• WORK TO BE COMPLETED
Write out the data that follows exactly, keeping every picture out.

• GIVEN INFORMATION
————

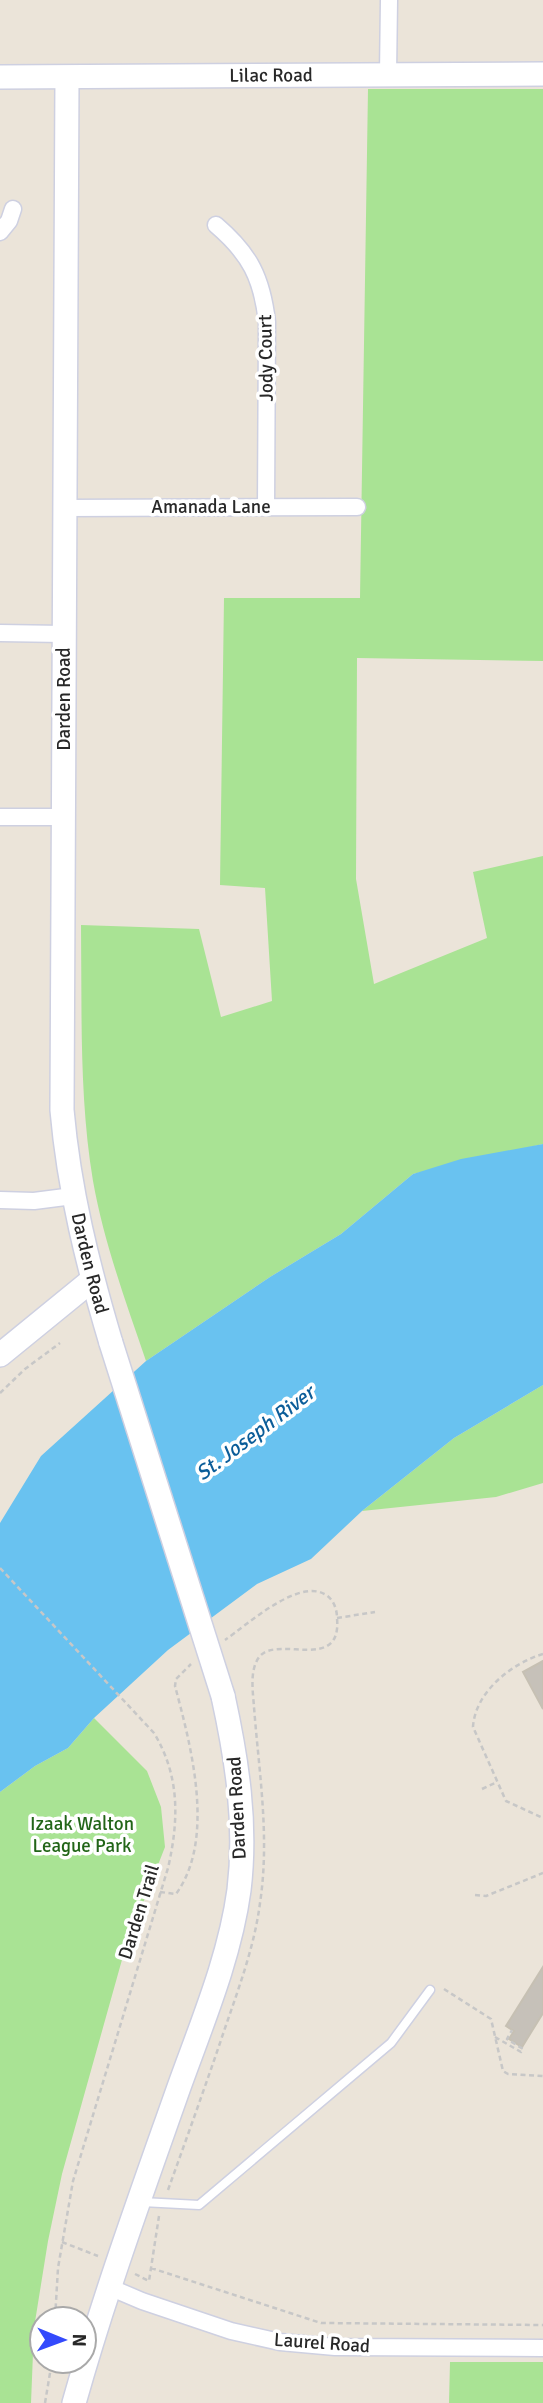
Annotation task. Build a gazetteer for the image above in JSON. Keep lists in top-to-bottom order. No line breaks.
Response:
{"streets":{"street":["Lilac Road","Jody Court","Amanada Lane","Darden Road","Laurel Road"],"path":["Darden Trail"]},"crossings":[["Lilac Road","Darden Road"],["Jody Court","Amanada Lane"],["Amanada Lane","Darden Road"],["Darden Road","Laurel Road"]],"water":["St. Joseph River"],"parks":["Izaak Walton League Park"],"north":"right"}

————

• YOUR RESPONSE
Annotation task. Build a gazetteer for the image above in JSON. Keep lists in top-to-bottom order. No line breaks.
Response:
{"streets":{"street":["Lilac Road","Jody Court","Amanada Lane","Darden Road","Laurel Road"],"path":["Darden Trail"]},"crossings":[["Lilac Road","Darden Road"],["Jody Court","Amanada Lane"],["Amanada Lane","Darden Road"],["Darden Road","Laurel Road"]],"water":["St. Joseph River"],"parks":["Izaak Walton League Park"],"north":"right"}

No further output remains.